For hosts with less than 512 GB of memory, booting the ESXi image from USB/SD devices is supported. For hosts with a memory configuration larger than 512 GB, ESXi needs to be installed on a local disk or a SATADOM device. The reason for this is that in the event of a critical failure, ESXi is setup to dump its memory state. With memory sizes above 512 GB, there is not enough space on SD/USB devices to capture this state. Therefore a device with a larger capacity is needed. VMware global support services and the VMware engineering teams use this core dump information and relevant vSAN traces for root cause analysis. When installing ESXi on USB or SD, note that you should use a device that has a minimum capacity of 8 GB.

vSAN VMkernel Modules and Drivers

ESXi comes with all of the components required to build a vSAN cluster.
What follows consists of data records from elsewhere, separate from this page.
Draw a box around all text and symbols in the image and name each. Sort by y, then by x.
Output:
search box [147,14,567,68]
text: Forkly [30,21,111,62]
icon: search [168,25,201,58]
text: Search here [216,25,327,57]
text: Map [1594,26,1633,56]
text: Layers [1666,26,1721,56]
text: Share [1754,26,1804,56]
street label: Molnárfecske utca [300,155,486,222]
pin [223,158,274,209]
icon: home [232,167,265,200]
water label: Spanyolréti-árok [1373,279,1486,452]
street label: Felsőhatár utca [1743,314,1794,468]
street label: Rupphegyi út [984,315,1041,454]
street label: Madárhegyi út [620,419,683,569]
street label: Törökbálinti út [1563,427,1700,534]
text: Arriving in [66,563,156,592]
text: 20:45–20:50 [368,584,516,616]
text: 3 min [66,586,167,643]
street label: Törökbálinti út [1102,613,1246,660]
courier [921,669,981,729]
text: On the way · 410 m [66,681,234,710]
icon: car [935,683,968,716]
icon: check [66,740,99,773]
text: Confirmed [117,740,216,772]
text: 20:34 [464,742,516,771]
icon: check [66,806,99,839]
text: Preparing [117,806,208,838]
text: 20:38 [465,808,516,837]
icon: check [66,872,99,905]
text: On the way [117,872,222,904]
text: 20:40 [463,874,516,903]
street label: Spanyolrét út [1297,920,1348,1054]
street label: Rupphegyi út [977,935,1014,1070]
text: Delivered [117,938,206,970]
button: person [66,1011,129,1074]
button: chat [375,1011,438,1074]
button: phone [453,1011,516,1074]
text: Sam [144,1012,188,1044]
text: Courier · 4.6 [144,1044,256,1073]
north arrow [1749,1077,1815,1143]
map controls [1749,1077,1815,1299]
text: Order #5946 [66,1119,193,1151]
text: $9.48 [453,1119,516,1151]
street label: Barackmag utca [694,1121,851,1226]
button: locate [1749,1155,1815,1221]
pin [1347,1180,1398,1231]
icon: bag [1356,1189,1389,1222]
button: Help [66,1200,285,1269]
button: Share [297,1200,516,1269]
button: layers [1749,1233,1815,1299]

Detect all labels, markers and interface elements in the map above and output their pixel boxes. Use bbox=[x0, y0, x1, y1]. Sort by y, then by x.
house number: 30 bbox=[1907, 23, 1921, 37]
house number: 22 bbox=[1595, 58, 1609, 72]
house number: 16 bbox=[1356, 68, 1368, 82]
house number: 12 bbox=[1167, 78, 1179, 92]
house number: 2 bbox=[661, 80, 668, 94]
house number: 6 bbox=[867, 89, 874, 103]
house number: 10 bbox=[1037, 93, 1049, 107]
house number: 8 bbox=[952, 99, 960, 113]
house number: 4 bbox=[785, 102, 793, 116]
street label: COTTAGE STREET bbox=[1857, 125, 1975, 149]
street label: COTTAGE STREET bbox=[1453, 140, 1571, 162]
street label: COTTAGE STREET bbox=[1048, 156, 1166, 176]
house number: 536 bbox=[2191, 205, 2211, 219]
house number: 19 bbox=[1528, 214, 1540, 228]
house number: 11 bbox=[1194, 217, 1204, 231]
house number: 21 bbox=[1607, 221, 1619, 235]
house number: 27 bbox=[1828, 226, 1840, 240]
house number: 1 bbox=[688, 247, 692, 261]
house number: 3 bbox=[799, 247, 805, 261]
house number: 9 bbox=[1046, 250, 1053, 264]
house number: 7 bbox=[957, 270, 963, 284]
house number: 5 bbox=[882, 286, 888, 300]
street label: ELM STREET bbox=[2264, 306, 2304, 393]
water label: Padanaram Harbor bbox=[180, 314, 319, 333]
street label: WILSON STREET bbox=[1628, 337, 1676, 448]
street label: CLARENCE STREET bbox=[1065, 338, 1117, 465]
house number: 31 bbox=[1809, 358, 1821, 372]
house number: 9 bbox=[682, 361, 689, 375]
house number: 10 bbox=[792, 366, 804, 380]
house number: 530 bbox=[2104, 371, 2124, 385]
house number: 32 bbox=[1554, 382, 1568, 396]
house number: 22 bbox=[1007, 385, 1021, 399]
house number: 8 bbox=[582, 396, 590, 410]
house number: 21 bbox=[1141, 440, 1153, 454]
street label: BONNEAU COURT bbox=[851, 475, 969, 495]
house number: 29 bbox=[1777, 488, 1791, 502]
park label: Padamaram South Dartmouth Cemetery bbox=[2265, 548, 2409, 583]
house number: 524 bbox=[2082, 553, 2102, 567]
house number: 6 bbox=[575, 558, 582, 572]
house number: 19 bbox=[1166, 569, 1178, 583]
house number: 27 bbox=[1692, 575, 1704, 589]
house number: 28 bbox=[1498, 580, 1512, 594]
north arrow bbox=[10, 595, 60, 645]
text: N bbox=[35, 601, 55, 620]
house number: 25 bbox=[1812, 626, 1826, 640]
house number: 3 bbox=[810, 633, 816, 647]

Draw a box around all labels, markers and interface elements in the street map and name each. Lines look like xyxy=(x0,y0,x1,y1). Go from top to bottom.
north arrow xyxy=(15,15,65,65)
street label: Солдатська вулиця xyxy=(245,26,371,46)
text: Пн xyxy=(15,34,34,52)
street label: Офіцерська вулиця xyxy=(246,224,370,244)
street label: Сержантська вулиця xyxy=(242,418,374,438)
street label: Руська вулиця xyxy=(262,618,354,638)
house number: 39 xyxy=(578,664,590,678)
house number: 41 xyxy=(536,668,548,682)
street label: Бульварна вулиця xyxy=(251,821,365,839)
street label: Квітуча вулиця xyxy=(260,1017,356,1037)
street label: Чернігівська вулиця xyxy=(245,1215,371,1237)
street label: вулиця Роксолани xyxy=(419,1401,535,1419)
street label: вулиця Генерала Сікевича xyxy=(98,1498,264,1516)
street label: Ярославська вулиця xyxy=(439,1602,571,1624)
No additional VIBs or software components need to be added to the host to successfully create a vSAN cluster and build a scaled-out vSAN datastore.

When vSAN is successfully configured, you will observe new VMkernel modules loaded for the purposes of implementing vSAN. The VMkernel module names are vsan, rdt, plog, and lsomcommon.

When a VM does a write operation, the write goes to SSD, and then vSAN regularly flushes (or evicts) the SSD contents to magnetic disks. The plog module implements the vSAN elevator algorithm. It looks at the physical layout of the magnetic disk and decides when to flush SSD contents to it.

The vsan module can be thought of as the module for both the LSOM and DOM components. As these modules are heavily intertwined, the lsomcommon contains shared code for these components, although these are now separated in vSAN 6.0 and later, and lsom now has its own module.

The rdt module is the reliable datagram transport module responsible for cross-cluster vSAN communication.

Performance Monitoring

One of the most important aspects of managing storage is to be able to monitor and troubleshoot performance issues. vSAN is no different. In this section, we share with you various tools that are at a vSphere administrator’s disposal for monitoring and troubleshooting vSAN performance-related issues.

Introducing the Performance Service

In vSAN 6.2, the issue of being unable to determine the performance of the different parts of vSAN was addressed. With the introduction of the new vSAN 6.2 performance service, administrators can now drill down into the various parts of a vSAN Cluster and examine the underlying performance. Administrators can now determine how a host, disk group, individual disk or virtual machine is preforming on a vSAN cluster.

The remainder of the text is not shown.